QuesTionable JuDgMenTs
• At press time, the city council of Barre, Vt.
continues to debate extending its pet “leash” law to cats, following a woman’s complaint that a neighbor’s cat continues to foul her yard with droppings. In the few towns that try to enforce leash laws on cats, a main rationale has been to protect friendly birds. (The late US statesman Adlai Stevenson, when he was governor of Illinois, once rejected such a law, terming leashing “against the nature of the cat.”) • Hard time, hard luck: Harry Jackson, 26, was in jail in Woodbine, Ga. in March, on several minor charges such as driving on a suspended license. However, acceding to pressure from fellow inmates, brought on by the jail’s nonsmoking policy, Jackson agreed to break out, steal cigarettes at a nearby convenience store, and break back in, undetected. “[D]on’t come back empty-handed,” one inmate supposedly warned him. Jackson was apprehended climbing back in over a fence. In May, a judge sentenced him, for the earlier charges plus the escape and subsequent burglary, to 20 years.

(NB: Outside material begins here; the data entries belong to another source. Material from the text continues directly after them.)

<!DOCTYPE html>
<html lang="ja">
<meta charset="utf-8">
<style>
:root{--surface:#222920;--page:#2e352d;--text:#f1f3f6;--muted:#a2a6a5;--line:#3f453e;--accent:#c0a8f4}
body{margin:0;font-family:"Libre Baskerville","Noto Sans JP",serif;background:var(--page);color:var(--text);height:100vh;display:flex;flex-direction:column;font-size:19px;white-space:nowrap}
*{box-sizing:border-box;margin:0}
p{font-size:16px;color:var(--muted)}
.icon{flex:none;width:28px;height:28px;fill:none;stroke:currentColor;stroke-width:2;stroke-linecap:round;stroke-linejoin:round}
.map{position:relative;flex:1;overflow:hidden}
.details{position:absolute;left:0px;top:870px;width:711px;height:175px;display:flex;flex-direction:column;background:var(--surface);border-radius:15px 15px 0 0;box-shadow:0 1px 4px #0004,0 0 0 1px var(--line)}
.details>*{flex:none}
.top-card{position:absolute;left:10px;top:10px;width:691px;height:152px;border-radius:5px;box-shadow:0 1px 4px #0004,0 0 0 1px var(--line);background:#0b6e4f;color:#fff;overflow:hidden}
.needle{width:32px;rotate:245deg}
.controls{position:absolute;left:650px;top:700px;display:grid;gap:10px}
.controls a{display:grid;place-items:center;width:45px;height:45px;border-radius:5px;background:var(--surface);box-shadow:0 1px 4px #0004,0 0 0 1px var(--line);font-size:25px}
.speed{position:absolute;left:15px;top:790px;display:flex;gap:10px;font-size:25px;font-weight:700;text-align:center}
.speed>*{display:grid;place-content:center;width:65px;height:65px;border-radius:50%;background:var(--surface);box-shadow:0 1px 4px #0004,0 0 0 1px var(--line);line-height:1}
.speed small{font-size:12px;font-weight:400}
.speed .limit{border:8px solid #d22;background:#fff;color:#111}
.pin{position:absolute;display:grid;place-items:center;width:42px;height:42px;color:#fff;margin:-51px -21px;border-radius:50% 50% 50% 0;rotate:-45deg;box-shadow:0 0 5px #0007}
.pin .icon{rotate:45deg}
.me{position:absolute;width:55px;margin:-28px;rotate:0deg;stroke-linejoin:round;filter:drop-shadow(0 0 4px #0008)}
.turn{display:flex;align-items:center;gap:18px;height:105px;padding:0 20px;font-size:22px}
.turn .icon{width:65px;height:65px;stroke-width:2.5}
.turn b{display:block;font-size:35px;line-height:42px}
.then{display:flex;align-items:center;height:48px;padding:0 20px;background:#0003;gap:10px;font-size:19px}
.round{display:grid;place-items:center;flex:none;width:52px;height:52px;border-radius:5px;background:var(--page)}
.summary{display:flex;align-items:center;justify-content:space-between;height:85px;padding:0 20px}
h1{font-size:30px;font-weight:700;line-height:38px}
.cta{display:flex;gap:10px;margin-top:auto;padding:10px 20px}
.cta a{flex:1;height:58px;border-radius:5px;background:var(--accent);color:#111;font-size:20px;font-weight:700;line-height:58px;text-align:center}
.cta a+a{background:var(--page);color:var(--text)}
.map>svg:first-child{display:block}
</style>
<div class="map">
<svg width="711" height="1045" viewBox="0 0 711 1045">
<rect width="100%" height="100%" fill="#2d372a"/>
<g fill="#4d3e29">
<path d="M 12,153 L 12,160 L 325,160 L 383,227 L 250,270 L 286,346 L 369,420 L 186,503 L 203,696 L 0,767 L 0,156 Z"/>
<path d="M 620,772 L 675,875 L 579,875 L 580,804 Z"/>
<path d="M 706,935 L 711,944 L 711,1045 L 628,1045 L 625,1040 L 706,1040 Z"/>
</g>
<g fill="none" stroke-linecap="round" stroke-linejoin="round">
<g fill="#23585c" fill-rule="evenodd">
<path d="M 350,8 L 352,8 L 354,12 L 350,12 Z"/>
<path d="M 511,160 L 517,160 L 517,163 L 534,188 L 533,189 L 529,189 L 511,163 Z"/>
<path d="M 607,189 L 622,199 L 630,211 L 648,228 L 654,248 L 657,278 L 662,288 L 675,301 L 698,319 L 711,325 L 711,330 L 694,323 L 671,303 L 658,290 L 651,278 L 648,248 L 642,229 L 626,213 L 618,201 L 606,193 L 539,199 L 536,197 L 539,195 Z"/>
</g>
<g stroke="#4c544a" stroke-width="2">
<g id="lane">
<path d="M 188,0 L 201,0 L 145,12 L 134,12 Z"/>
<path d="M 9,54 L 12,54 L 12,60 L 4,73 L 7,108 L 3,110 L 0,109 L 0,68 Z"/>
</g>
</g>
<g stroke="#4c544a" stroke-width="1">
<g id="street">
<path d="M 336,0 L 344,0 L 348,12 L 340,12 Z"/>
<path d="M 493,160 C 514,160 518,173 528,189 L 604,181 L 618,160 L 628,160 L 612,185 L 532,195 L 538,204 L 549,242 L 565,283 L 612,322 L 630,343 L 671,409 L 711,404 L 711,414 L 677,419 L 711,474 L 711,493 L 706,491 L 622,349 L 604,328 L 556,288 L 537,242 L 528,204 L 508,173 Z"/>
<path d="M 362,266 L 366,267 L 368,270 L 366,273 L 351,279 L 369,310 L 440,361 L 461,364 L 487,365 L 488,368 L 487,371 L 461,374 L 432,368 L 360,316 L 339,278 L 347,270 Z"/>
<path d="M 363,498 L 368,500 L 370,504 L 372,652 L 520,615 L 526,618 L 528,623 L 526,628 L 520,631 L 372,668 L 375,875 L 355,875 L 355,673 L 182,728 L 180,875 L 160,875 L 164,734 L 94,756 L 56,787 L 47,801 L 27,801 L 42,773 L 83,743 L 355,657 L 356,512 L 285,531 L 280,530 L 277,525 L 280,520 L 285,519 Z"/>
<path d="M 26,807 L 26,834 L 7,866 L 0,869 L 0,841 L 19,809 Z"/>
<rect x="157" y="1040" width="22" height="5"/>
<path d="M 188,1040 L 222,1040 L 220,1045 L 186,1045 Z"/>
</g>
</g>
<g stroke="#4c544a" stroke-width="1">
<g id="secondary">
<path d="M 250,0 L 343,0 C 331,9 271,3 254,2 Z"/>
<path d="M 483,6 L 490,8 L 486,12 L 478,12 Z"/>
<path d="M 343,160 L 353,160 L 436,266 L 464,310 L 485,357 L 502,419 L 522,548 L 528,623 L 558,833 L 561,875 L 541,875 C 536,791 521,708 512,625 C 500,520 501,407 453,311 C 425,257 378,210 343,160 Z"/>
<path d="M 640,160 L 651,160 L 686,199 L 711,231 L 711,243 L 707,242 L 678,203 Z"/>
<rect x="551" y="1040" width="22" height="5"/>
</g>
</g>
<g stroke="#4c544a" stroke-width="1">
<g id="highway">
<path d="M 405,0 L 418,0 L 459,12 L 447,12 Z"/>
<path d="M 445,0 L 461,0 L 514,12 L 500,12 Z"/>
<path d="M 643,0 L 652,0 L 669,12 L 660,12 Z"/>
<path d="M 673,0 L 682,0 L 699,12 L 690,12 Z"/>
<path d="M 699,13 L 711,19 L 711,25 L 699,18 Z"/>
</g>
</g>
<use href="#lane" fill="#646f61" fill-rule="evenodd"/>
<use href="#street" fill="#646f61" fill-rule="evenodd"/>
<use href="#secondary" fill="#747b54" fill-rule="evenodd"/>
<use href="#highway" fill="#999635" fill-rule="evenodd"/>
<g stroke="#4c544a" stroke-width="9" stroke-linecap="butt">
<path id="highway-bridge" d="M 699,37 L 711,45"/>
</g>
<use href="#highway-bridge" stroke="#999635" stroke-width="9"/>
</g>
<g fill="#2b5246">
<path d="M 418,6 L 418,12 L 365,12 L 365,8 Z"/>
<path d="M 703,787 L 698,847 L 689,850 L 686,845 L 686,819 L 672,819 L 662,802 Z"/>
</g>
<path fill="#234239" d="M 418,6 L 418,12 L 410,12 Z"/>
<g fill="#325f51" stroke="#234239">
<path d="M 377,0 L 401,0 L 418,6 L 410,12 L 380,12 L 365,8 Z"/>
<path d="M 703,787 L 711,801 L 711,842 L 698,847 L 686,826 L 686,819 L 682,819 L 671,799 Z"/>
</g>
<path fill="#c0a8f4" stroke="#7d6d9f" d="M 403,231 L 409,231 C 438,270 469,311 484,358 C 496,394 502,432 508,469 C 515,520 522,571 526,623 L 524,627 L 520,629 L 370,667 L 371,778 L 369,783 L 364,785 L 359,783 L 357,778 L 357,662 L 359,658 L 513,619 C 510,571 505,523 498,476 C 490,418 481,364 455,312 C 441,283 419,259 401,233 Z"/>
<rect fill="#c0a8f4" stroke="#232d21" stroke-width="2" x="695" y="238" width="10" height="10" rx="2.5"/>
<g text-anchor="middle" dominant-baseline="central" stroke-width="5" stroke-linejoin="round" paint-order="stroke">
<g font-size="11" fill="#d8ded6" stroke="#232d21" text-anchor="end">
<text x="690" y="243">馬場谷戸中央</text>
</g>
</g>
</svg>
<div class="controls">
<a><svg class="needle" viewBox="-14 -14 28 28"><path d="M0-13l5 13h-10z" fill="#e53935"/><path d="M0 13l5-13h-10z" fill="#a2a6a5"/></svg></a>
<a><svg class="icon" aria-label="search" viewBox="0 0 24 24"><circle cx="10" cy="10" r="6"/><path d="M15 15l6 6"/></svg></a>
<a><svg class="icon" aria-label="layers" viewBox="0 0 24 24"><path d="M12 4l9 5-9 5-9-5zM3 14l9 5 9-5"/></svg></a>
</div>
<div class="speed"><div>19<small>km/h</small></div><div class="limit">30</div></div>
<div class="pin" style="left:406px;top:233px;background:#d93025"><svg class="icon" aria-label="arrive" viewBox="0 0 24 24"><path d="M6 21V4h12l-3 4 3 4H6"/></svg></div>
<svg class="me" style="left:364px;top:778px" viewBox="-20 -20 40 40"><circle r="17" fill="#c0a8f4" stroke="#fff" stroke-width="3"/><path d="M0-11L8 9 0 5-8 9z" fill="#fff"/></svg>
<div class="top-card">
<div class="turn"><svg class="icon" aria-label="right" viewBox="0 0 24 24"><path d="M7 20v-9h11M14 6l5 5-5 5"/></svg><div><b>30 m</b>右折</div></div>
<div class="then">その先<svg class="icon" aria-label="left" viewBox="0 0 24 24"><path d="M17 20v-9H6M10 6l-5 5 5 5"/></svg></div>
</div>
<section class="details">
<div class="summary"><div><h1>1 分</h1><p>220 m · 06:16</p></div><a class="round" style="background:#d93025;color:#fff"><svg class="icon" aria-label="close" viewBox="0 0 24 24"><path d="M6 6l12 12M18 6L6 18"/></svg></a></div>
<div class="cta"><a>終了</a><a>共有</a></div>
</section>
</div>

THe WeIrdo-amerIcan communITy
• John Mark Karr burst onto the national scene in 2006 when he famously, falsely, confessed to murdering little JonBenet Ramsey 10 years earlier, but since then, his life has been even more bizarre. He has spun through a series of romances with JonBenet-like youngsters, the latest with Samantha Spiegel, who was 9 when they met and is now 19 and recently got a restraining order against him. Karr is currently known as “Alexis Reich” in preparation for his gender-reassignment surgery, which Spiegel says Karr wants only in order to make it easier to befriend, and seduce, younger and younger girls. According to another ex-girlfriend, Karr asked her to solicit little girls to join a cult he was starting called “The Immaculates,” to fulfill fantasies including taking baths with young girls.
redneck cHronIcles
• From Florida’s Panhandle region: (1) A 24-year-old man was arrested in Crestview, Fla. in April after he allegedly removed a window air-conditioner and crawled into a house in which his wife was staying. They had recently separated, and he told police that he had not “gotten any” in three weeks and was going to “get some.” (2) In June in Okaloosa County, passenger Courtnea Bradley, 21, roughed up the driver while the car was moving, making it swerve wildly, thus allegedly endangering her baby in the back seat. At the subsequent traffic stop, a defiant Bradley allegedly told officers, “My [expletive] family is one of the richest around, and we will have y’all’s [expletive] jobs.”
a neWs of THe WeIrd classIc (augusT 1991)
• In May (1991), 19 members of the Michigan House of Representatives (led by the chairman of the Judiciary Committee) introduced a resolution designed to deal with obnoxious social problems, but without creating expensive regulatory programs. The resolution would establish, at the State Archives, a “Registry of Bothersome Practices,” on which people could contribute to an official list of complaints about such things as elevator music and magazine blow-in subscription cards.